Last update: 26 April , 2025

General Terms and Conditions

Dayn Media GmbH

Effective: April 2025

1. Scope of Application
These General Terms and Conditions (GTC) apply to all business relationships between Dayn Media GmbH (hereinafter referred to as “Provider” or “we”) and our customers (hereinafter referred to as “Customer” or “you”), arising from the use of our advertising services in the field of digital out-of-home advertising (DOOH). This includes the provision of 55-inch, 43-inch, 32-inch, and POS (Point-of-Sale) counter area screens.

2. Conclusion of Contract
The contract is concluded upon written confirmation of the order by the provider or upon the actual execution of the service. All offers are non-binding and subject to change, unless otherwise explicitly agreed.

3. Services
The provider offers advertising services in the field of digital out-of-home advertising (DOOH) and provides screens in various sizes:

55-inch screens for large advertising units and outdoor displays
43-inch screens for medium-sized spaces and targeted campaigns
32-inch screens for smaller, compact advertising spaces
POS screens for use in counter areas and checkout points to facilitate direct customer interaction
The exact specifications and technical details of each screen, as well as the corresponding advertising measures, will be defined in the individual contract.

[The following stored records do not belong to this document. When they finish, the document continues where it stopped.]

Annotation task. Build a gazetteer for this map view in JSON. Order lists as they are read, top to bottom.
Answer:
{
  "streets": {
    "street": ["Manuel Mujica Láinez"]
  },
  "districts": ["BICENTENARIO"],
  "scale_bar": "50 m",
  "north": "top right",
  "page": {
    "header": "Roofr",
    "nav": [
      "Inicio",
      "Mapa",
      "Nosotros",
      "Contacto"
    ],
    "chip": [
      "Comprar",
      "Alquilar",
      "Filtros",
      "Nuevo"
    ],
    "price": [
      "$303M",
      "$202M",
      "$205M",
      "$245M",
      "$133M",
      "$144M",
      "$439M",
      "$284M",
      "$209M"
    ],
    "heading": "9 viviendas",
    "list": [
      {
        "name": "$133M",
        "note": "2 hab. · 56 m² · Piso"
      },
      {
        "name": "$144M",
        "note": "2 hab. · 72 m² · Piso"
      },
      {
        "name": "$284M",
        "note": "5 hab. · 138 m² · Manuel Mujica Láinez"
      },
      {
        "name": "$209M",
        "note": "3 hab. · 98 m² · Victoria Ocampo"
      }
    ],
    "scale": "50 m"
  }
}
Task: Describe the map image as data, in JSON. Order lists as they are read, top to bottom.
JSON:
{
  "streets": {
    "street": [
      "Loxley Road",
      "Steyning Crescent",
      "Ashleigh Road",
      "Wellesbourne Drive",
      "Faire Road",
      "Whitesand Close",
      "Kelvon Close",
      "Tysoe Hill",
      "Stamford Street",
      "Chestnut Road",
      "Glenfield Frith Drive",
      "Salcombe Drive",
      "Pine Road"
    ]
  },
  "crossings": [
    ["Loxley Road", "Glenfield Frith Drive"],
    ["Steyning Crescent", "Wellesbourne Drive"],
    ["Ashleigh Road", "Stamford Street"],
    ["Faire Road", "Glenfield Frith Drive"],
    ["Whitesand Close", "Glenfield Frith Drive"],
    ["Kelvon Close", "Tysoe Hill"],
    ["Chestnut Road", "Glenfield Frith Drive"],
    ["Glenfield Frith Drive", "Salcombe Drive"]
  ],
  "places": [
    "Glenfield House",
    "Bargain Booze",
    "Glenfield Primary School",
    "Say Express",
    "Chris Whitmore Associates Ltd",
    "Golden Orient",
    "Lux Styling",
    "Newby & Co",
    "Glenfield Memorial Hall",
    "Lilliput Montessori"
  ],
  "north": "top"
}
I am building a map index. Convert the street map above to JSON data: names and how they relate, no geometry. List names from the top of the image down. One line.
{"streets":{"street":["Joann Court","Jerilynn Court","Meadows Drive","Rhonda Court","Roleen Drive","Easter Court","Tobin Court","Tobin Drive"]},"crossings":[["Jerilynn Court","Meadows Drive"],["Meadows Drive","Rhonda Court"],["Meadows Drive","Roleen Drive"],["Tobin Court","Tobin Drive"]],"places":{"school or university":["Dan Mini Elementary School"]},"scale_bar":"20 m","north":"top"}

4. Prices and Payment Terms
All prices are exclusive of the statutory value-added tax. Payment terms are individually agreed upon in the contract. Payments must be made within the period specified in the contract without deductions. In case of late payment, interest will be charged at 5% above the base rate of the European Central Bank, unless higher damages are proven.

5. Customer’s Rights and Obligations
The customer is responsible for designing the provided content (e.g., advertising clips) in accordance with legal requirements and ensuring that they do not infringe on third-party rights. The customer is liable for all claims arising from the use of the provided content.

6. Usage Rights
The customer grants the provider a non-exclusive, time-limited, and geographically limited right to use the content provided by the customer for the agreed duration and in the agreed media. The rights to the created advertising measures remain with the provider unless explicitly stated otherwise.

7. Liability
The provider’s liability is limited to intent and gross negligence. For damages resulting from slight negligence, the provider is only liable if essential contractual obligations (cardinal obligations) are violated. In no case will the provider be liable for lost profits or indirect damages.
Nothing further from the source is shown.